____ Given data

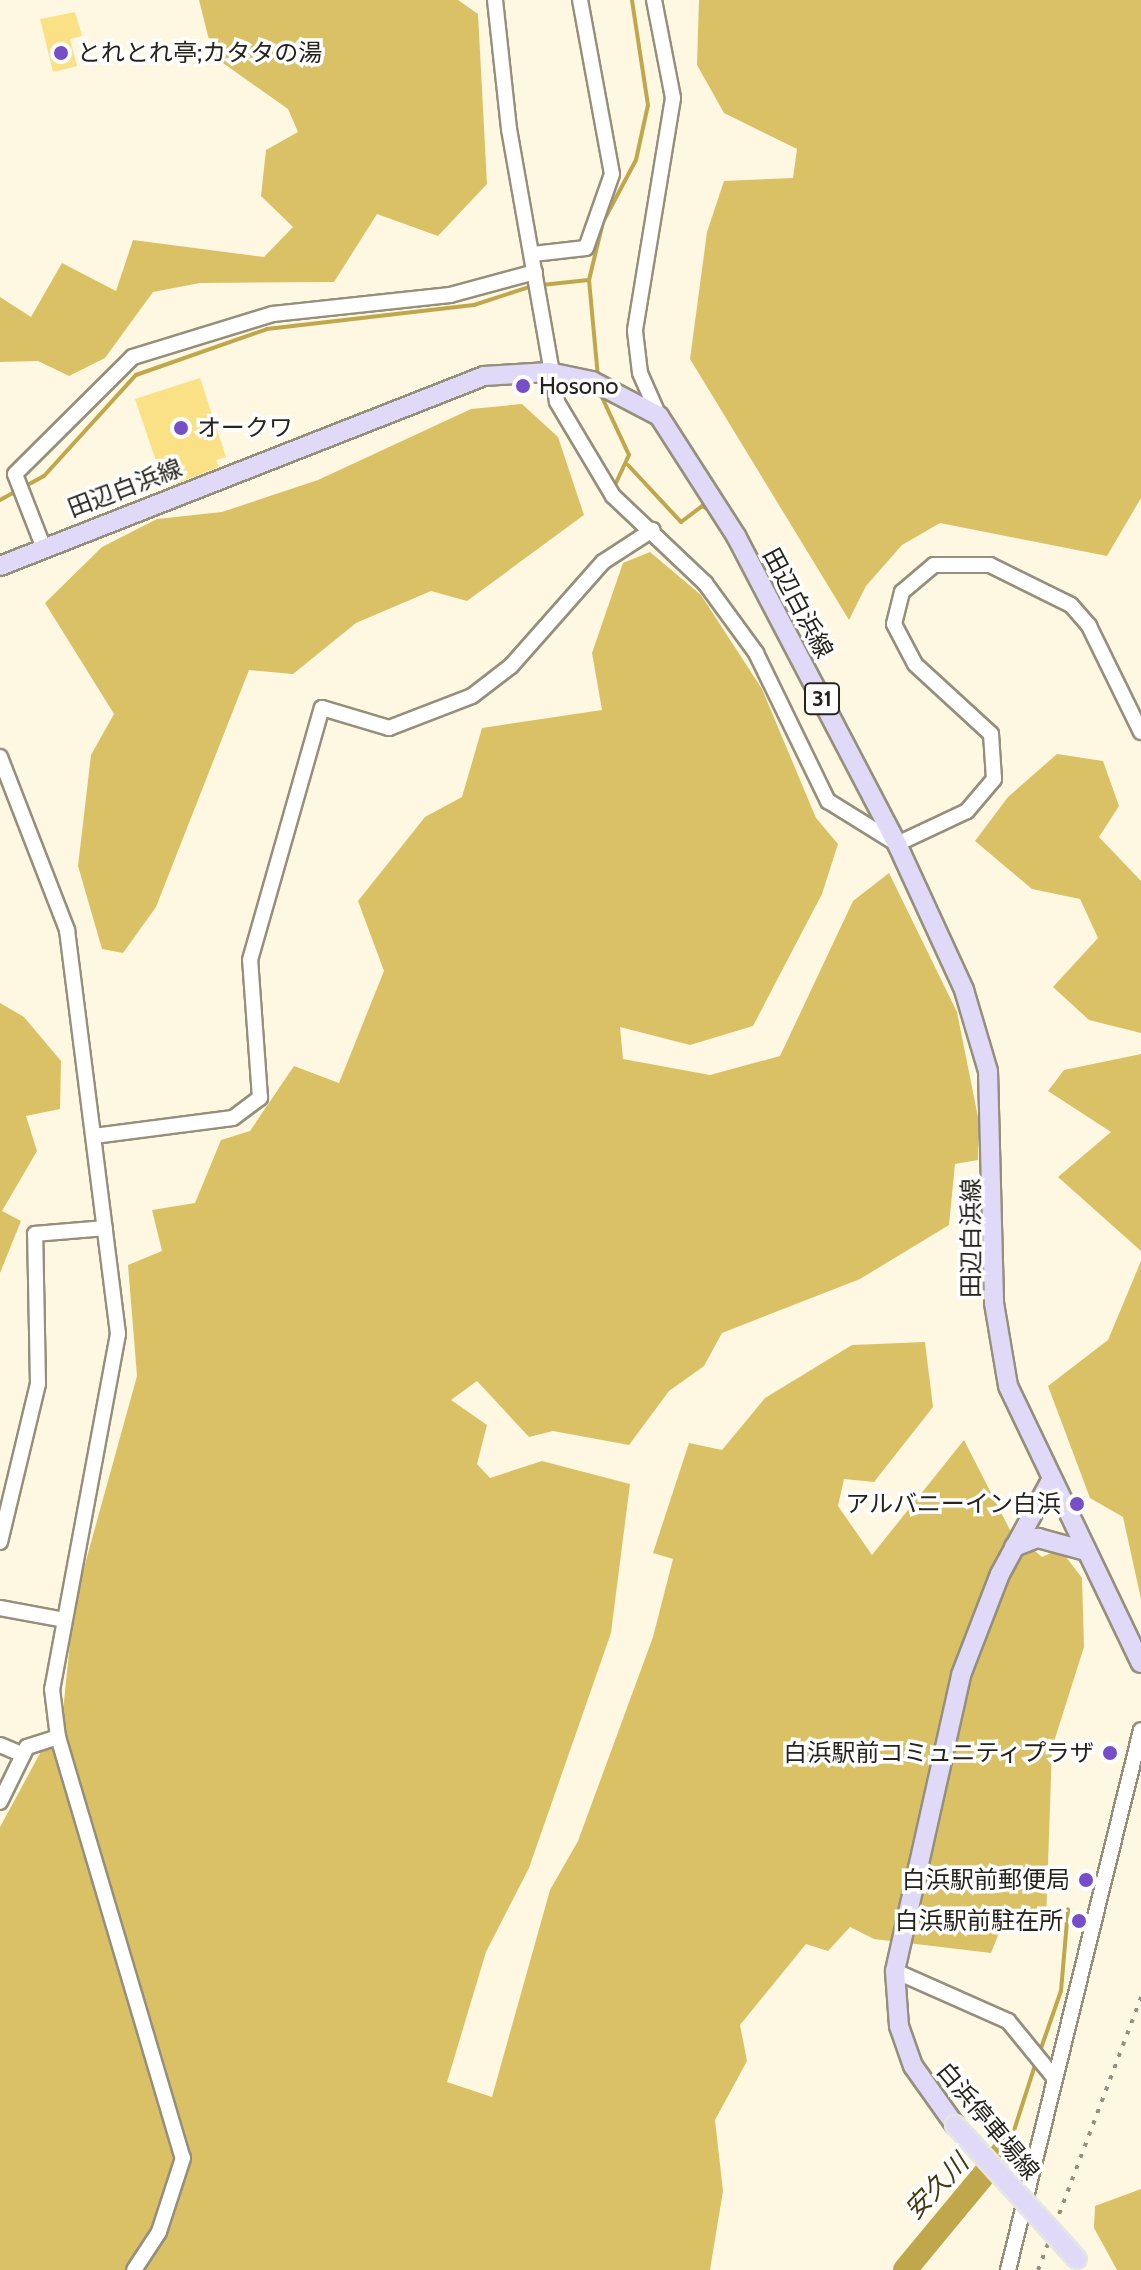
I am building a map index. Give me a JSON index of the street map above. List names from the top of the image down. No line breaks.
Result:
{"streets":{"main road":["田辺白浜線","31","白浜停車場線"]},"crossings":[["田辺白浜線","白浜停車場線"]],"water":["安久川"],"places":["とれとれ亭;カタタの湯","Hosono","オークワ","アルバニーイン白浜","白浜駅前コミュニティプラザ","白浜駅前郵便局","白浜駅前駐在所"]}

________

* **What you should do**
Repeat the data above exactly, but not the pictures.

* **Solution to this problem**
I am building a map index. Give me a JSON index of the street map above. List names from the top of the image down. No line breaks.
Result:
{"streets":{"main road":["田辺白浜線","31","白浜停車場線"]},"crossings":[["田辺白浜線","白浜停車場線"]],"water":["安久川"],"places":["とれとれ亭;カタタの湯","Hosono","オークワ","アルバニーイン白浜","白浜駅前コミュニティプラザ","白浜駅前郵便局","白浜駅前駐在所"]}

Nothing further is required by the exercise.